Wenn in Europa eine neue Golf-Generation auf den Markt kommt, steht die Automobilwelt ein paar Wochen still. In der beliebten Kompaktklasse muss sich jeder am Golf messen - seit 1974. Die Gegner versuchen alles - und verzweifeln. Da macht die neue, mittlerweile siebte Golf-Generation keinen Unterschied zu den sechs Generationen davor. Beim VW Gol sieht es kaum anders aus. 1980 erstmals vorgestellt, entwickelte sich das Einstiegsmodell von Volkswagen do Brasil zum Bestseller und übernahm 1987 Platz eins in der Verkaufsliste. Hier steht er seit 25 Jahren. "Und wir können sagen, dass der Gol auch im 26. Jahr in Folge das meistverkaufte Modell auf dem brasilianischen Markt sein wird", strahlt Thomas Schmall, Präsident von Volkswagen do Brasil, "der Gol ist ein Stück Brasilien.".

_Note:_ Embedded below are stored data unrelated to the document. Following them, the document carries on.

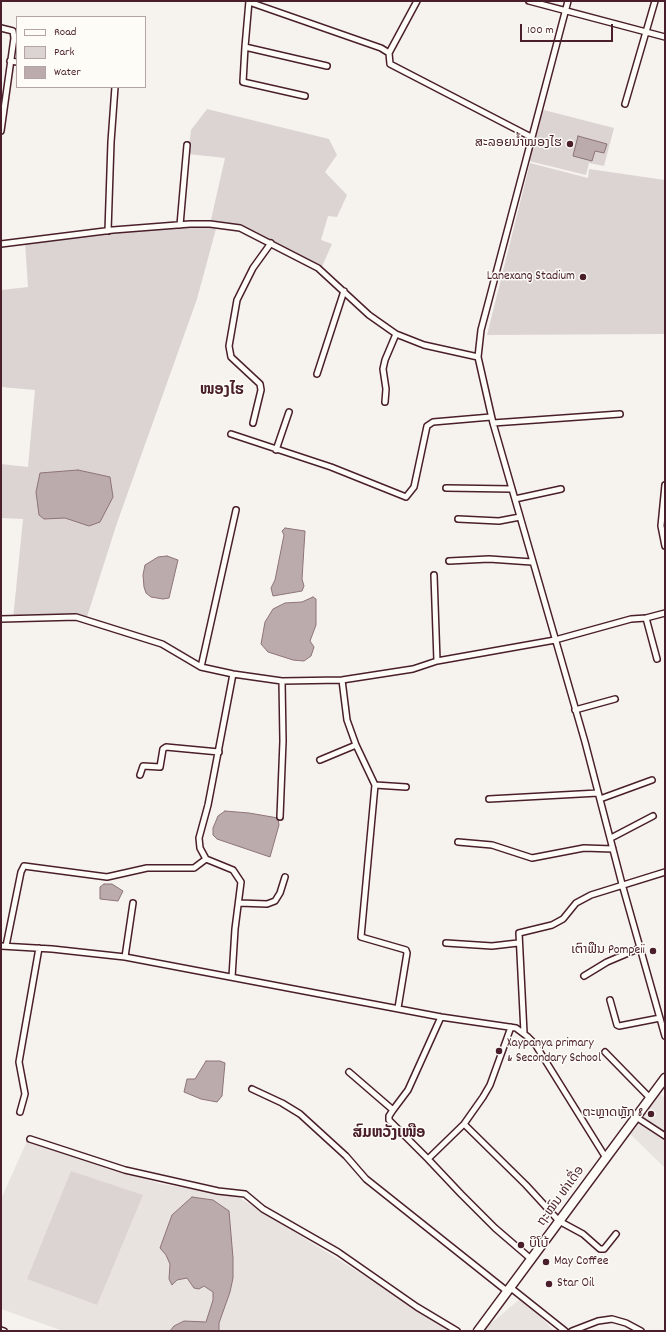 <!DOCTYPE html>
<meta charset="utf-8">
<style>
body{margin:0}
#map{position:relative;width:666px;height:1332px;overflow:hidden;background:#f6f3ef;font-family:Dekko,sans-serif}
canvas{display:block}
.frame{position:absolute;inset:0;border:2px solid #4a1f2b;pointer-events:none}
.legend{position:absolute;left:16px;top:16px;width:130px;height:72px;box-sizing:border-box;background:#fdfcf7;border:1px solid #b5a4a5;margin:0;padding:5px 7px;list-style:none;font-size:12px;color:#4a1f2b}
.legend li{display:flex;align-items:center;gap:8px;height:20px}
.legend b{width:20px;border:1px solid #b5a4a5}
.scale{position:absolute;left:520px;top:24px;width:93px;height:18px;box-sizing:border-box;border:2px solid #4a1f2b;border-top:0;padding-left:5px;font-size:12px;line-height:14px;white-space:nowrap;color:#4a1f2b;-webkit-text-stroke:3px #fdfcf7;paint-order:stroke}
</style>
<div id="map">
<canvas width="666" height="1332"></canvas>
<div class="frame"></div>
<ul class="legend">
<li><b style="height:5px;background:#fdfcf7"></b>Road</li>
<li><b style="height:11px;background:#dcd4d2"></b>Park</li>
<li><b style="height:11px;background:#bbabac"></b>Water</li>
</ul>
<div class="scale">100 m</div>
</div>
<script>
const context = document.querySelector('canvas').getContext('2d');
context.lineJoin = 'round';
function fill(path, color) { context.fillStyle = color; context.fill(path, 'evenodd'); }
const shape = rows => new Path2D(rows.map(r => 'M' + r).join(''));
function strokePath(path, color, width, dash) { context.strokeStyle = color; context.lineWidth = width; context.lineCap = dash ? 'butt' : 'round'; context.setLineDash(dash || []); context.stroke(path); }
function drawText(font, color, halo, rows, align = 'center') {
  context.font = font + ' Dekko,"Noto Sans Lao",sans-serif'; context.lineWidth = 3; context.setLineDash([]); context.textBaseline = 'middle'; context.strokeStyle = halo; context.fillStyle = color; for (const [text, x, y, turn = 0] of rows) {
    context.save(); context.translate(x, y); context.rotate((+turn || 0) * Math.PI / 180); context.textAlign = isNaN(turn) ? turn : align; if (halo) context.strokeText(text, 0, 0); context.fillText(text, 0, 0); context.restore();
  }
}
fill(shape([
 [655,1090,665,1098,665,1168,626,1130],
 [27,1141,161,1184,238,1197,453,1331,63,1331,1,1309,1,1199],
 [522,1297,554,1331,482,1331]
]), '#e9e3e0');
fill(shape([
 [207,109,329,139,337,155,325,172,347,195,337,217,328,216,321,240,332,244,320,271,301,259,237,229,217,225,197,299,117,523,86,620,76,617,13,619,23,519,1,518,1,464,28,467,35,390,1,387,1,290,28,287,25,242,162,227,210,224,225,158,188,154,191,130],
 [540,109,614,128,604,166,589,163,586,175,525,160],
 [530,163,588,178,589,169,665,180,665,334,487,335],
 [71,1171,143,1195,97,1305,27,1279]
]), '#dcd4d2');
const water = shape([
 [578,136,607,144,604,153,595,151,592,161,573,156,578,136],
 [78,470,110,477,113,497,100,522,89,526,65,518,44,519,39,515,36,492,40,473,78,470],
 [285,528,305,531,302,579,304,586,302,591,273,596,271,588,275,580,284,535,282,531,285,528],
 [167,556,178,560,169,598,163,599,151,597,146,593,144,587,143,575,145,565,158,557,167,556],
 [313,597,316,599,316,625,310,641,314,647,311,656,304,661,293,660,268,652,261,644,265,622,273,609,285,603,302,602,313,597],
 [225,811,249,813,278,818,279,825,270,857,217,839,213,835,213,828,218,816,225,811],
 [104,884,112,884,123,891,118,901,100,899,100,887,104,884],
 [206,1061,220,1061,225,1063,222,1096,217,1102,201,1099,184,1092,187,1079,195,1079,206,1061],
 [192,1197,213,1200,229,1211,233,1258,233,1278,230,1292,219,1323,219,1331,170,1331,174,1326,184,1321,206,1322,213,1300,213,1292,204,1286,199,1289,194,1288,187,1278,177,1280,172,1285,169,1279,170,1264,166,1255,160,1248,172,1215,192,1197]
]);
fill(water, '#bbabac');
strokePath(water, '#8e7378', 1);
const street = shape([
 [249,1,245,47,327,66],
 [529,1,665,37],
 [568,1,481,330,478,357,493,423,585,742,622,884,665,1036],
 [249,2,381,48,389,53,390,64,531,137],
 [1,28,13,31,14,38,1,131],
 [245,47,243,82,305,96],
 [389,53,417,1],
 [10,61,17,62],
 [625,104,655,1],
 [180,225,187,145],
 [108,231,111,142,115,87],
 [1,244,113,230,190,224,210,224,240,228,318,268,369,315,396,334,424,345,478,357],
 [317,374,344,291],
 [385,402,386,389,383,369,385,360,396,334],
 [253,423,261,390,260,384,231,357,229,346,237,300,253,268,271,243],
 [493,423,620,414],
 [231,434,331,467,406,497,414,487,427,426,433,422,491,417],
 [276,450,289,412],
 [665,485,661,526,665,546],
 [446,488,512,489],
 [515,499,561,489],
 [458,519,499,521,520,517],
 [449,561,489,559,532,562],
 [434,575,437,661],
 [646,618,657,659],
 [1,619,76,617,162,644,201,667,233,674,282,681,342,680,413,669,437,661,555,640,631,619,646,618,665,613],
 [201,667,236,510],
 [342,680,347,720,356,745,375,785,361,937,406,950,407,953,398,1008],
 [575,710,615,699],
 [320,760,356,745],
 [140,775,143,766,160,767,163,749,166,747,219,752],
 [375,785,406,787],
 [489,799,598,793],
 [600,799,652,780],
 [280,817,283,741,282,681],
 [611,838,653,816],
 [458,842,492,845,532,858,584,848,613,849],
 [239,903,267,904,275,901,280,893,285,877],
 [446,943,492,946,518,943],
 [1,946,52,949,125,957,441,1017,516,1028,528,1037,535,1044,606,1158],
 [6,946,21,872,24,866,107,877,147,868,194,868,206,859],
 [125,957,133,903],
 [584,976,607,962,640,948],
 [232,977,235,929,241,882,233,870,206,859,200,848,199,838,208,805,233,674],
 [610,1000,617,1025,619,1026,660,1018],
 [524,1033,519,933,552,925,563,919,576,903,591,895,665,872],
 [605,1052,650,1098],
 [349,1072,393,1110,389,1116,389,1120,428,1159,461,1194,495,1228,531,1259],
 [252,1089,282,1103,300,1114,346,1156,366,1179,508,1292],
 [393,1110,408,1090,441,1017],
 [20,1112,25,1094,19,1062,39,948],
 [636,1117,665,1136],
 [464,1124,526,1185,559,1221,583,1234,600,1249,604,1249,616,1234],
 [30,1139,125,1170,218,1191,245,1194,263,1209,338,1252,417,1307,457,1331],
 [428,1159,464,1124,483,1097,490,1085,511,1027],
 [511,1288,565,1331],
 [1,1330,4,1331],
 [572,1331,598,1321,612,1319,626,1323,641,1331]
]);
const primary = shape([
 [478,1331,665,1078]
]);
strokePath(street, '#4a1f2b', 8);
strokePath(primary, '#4a1f2b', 11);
strokePath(street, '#fdfcf7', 5);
strokePath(primary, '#fdfcf7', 8);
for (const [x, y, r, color] of [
 [570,144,4,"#4a1f2b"],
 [583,277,4,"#4a1f2b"],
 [653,951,4,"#4a1f2b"],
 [499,1051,4,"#4a1f2b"],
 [651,1114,4,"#4a1f2b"],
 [521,1245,4,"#4a1f2b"],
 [546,1262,4,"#4a1f2b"],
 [549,1284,4,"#4a1f2b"]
]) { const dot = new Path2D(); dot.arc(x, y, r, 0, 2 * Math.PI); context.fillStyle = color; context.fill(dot); strokePath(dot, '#fdfcf7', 1.5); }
drawText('13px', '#4a1f2b', '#fdfcf7', [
 ["ສະລອຍນ້ຳໝອງໄຮ",562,144],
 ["Lanexang Stadium",575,277],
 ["ເຕົາຟືນ Pompeii",645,951],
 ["Xaypanya primary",507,1044,"left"],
 ["& Secondary School",507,1059,"left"],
 ["ຕະຫຼາດຫຼັກ 8",643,1114],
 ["ບິໂບ້",529,1245,"left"],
 ["May Coffee",554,1262,"left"],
 ["Star Oil",557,1284,"left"]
], 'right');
drawText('13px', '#4a1f2b', '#fdfcf7', [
 ["ຖະໝົນ ທ່າເດື່ອ",562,1197,-54]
]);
drawText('bold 15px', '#4a1f2b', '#fdfcf7', [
 ["ໜອງໄຮ",222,392],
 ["ສົມຫວັງເໜືອ",389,1135]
]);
</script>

Technisch ist die neueste Gol-Generation eine Mischung aus verschiedenen in die Jahre gekommenen Volkswagen-Plattformen. Der ausgelaufene VW Polo spendiert dem brasilianischen Gol große Teile seines Unterbaus. Dazu kommen Komponenten von verschiedenen Golf-, Fox- und Polo-Generationen. Das Design des neuesten Gol präsentiert sich ähnlich unspektakulär wie vom hiesigen Golf. Der lateinamerikanische Kunde steht nicht auf extravagante Designeskapaden. Der VW Gol ist seit Jahren insbesondere gut, günstig und ein treuer Begleiter - das kommt an.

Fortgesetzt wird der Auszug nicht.